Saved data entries

_____

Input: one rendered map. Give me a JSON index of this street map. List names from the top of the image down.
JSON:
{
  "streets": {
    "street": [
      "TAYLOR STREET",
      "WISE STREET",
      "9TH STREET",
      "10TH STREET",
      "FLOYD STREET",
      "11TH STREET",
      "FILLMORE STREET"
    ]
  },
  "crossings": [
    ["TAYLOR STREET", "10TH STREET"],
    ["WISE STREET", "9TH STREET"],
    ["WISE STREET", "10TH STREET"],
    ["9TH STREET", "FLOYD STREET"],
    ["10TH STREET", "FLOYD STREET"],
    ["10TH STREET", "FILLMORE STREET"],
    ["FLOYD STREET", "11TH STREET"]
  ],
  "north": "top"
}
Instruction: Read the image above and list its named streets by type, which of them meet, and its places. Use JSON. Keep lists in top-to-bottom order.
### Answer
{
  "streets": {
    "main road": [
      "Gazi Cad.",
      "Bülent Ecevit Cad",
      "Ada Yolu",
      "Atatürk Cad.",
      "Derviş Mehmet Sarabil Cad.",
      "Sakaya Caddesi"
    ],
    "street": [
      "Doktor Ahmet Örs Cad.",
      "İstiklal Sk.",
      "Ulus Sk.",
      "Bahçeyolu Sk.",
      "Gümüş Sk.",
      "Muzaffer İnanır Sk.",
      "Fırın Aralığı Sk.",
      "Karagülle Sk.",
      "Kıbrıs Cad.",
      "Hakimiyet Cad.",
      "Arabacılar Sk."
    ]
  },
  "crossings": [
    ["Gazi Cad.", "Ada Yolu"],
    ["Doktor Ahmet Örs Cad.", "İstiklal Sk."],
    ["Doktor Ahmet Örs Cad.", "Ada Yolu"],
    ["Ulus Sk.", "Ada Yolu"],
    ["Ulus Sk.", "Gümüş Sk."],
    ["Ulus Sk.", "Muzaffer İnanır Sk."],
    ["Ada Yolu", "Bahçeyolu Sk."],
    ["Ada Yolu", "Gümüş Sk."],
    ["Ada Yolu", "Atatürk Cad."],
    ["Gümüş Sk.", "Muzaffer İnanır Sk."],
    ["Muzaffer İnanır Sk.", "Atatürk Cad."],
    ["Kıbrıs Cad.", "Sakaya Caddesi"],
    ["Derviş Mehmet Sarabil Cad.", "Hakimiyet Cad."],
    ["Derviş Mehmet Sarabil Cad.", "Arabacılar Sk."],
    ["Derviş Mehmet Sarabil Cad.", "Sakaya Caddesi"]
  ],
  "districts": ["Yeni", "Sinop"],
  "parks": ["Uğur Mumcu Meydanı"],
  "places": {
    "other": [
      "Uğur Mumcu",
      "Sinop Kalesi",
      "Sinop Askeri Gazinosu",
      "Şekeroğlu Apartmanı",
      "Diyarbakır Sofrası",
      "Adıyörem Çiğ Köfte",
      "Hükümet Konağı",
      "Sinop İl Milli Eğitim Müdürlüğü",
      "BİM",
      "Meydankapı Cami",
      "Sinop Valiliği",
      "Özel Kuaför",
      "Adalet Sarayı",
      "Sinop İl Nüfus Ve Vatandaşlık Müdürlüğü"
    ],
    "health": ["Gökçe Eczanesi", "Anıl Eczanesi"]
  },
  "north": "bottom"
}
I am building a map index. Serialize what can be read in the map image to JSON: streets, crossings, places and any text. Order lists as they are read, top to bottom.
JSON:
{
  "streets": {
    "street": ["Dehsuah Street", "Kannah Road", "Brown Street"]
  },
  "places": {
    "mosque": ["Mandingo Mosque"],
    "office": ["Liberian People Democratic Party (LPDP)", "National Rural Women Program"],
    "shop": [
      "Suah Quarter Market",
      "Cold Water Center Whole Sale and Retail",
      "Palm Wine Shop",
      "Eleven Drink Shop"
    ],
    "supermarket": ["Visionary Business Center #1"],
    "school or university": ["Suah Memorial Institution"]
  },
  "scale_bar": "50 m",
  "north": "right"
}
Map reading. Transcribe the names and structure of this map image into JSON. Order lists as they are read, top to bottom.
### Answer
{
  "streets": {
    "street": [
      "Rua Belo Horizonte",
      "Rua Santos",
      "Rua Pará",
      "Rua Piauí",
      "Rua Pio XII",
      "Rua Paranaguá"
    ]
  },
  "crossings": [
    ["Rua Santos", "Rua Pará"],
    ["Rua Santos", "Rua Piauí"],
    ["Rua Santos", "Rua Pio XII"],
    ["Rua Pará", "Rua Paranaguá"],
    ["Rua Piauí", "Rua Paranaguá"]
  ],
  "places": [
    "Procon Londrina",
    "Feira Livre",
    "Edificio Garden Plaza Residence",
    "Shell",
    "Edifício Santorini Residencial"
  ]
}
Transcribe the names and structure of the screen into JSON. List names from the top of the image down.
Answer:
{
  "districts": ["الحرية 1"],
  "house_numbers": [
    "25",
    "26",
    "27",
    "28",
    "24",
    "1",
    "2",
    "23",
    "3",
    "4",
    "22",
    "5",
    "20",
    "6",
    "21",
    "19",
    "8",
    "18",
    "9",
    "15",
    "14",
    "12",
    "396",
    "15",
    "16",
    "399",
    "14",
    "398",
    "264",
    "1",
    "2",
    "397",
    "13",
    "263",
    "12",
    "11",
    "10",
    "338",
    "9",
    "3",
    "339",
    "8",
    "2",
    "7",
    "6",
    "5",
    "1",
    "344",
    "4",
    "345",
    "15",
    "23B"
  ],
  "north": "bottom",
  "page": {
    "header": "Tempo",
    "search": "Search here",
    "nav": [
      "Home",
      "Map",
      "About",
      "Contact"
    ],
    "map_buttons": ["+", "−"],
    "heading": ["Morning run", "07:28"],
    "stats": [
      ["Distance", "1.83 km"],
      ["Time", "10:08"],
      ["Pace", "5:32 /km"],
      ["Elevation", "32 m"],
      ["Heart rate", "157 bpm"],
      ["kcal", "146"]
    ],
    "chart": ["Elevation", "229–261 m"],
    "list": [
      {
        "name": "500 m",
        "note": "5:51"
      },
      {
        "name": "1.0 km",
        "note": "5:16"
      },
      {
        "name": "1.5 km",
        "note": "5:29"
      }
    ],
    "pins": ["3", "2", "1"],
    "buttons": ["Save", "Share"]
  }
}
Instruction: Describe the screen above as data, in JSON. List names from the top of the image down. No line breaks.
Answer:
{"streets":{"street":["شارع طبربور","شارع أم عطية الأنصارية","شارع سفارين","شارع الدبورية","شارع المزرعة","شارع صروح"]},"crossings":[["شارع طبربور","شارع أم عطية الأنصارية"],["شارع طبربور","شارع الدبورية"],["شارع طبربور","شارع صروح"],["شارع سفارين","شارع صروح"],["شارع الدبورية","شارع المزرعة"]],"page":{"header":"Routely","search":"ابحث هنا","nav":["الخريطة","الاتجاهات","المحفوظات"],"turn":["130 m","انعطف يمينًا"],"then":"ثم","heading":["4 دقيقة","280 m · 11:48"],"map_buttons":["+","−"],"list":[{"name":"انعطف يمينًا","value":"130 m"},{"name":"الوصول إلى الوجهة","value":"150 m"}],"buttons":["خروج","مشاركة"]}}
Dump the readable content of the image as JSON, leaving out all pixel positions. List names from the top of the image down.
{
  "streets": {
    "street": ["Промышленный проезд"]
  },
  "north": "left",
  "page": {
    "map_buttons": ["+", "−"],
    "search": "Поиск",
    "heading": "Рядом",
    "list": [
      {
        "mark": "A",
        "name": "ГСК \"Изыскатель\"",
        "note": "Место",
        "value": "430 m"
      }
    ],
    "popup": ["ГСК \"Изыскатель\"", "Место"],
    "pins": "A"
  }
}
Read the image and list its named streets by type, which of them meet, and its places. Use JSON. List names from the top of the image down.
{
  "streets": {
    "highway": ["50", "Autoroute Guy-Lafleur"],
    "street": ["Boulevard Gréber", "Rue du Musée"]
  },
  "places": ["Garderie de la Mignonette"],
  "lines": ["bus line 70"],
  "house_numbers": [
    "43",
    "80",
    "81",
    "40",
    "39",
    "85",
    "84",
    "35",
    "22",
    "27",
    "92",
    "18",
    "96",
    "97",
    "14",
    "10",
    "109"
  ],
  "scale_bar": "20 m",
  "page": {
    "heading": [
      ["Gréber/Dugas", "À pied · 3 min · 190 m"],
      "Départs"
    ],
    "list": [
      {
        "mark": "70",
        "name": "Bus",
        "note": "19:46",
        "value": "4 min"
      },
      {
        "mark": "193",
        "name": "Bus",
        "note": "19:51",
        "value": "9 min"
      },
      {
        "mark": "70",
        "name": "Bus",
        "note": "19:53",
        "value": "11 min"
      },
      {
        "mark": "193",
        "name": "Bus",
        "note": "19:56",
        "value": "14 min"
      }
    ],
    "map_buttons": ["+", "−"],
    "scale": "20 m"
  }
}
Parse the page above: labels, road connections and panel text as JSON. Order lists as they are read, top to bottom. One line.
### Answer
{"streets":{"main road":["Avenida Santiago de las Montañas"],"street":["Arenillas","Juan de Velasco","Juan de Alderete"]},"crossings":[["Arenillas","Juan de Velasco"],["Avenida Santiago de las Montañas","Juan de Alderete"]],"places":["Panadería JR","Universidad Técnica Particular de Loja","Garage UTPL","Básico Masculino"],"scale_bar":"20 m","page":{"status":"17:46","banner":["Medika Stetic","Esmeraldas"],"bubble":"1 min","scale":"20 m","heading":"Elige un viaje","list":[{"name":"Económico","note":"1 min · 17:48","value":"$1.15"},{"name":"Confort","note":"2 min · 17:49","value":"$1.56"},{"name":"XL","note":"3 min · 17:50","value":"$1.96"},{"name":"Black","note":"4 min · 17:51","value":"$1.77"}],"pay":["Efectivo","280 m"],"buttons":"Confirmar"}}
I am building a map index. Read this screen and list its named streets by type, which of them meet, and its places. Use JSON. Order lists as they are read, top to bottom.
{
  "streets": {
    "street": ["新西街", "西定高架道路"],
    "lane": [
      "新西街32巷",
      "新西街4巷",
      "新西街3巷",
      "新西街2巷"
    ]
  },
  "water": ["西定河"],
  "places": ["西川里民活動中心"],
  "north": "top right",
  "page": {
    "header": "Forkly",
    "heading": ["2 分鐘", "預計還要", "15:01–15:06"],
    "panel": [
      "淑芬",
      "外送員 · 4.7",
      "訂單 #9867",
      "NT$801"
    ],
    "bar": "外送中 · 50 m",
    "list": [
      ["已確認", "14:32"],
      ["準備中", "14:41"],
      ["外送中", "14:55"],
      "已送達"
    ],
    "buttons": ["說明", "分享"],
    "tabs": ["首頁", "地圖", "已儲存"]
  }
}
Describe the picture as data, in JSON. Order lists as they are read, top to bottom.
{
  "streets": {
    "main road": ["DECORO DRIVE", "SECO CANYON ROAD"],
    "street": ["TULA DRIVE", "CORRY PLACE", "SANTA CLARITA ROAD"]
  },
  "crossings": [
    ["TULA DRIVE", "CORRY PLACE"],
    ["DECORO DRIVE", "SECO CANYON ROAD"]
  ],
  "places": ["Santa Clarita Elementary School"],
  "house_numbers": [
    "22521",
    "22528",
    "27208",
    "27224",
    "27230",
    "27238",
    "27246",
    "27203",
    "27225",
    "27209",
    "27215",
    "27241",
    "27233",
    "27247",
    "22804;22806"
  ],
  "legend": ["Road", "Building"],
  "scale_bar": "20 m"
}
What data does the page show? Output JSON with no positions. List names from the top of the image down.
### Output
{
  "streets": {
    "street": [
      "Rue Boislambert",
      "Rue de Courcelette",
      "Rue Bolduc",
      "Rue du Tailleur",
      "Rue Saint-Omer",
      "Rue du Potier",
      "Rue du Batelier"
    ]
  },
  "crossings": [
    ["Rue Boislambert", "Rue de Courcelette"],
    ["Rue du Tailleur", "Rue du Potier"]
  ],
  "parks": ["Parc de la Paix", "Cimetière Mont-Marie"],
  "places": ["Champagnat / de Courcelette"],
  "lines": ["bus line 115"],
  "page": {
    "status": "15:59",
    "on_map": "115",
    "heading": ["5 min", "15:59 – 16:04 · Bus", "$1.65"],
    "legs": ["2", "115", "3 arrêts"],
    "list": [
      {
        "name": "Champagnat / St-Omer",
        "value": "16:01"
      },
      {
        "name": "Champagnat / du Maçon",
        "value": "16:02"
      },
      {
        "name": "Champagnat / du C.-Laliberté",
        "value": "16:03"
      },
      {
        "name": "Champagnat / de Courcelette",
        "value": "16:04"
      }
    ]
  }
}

_____

• [What you need to do]:
Copy every line of the data where "Gümüş" is found.

• [Result]:
      "Gümüş Sk.",
    ["Ulus Sk.", "Gümüş Sk."],
    ["Ada Yolu", "Gümüş Sk."],
    ["Gümüş Sk.", "Muzaffer İnanır Sk."],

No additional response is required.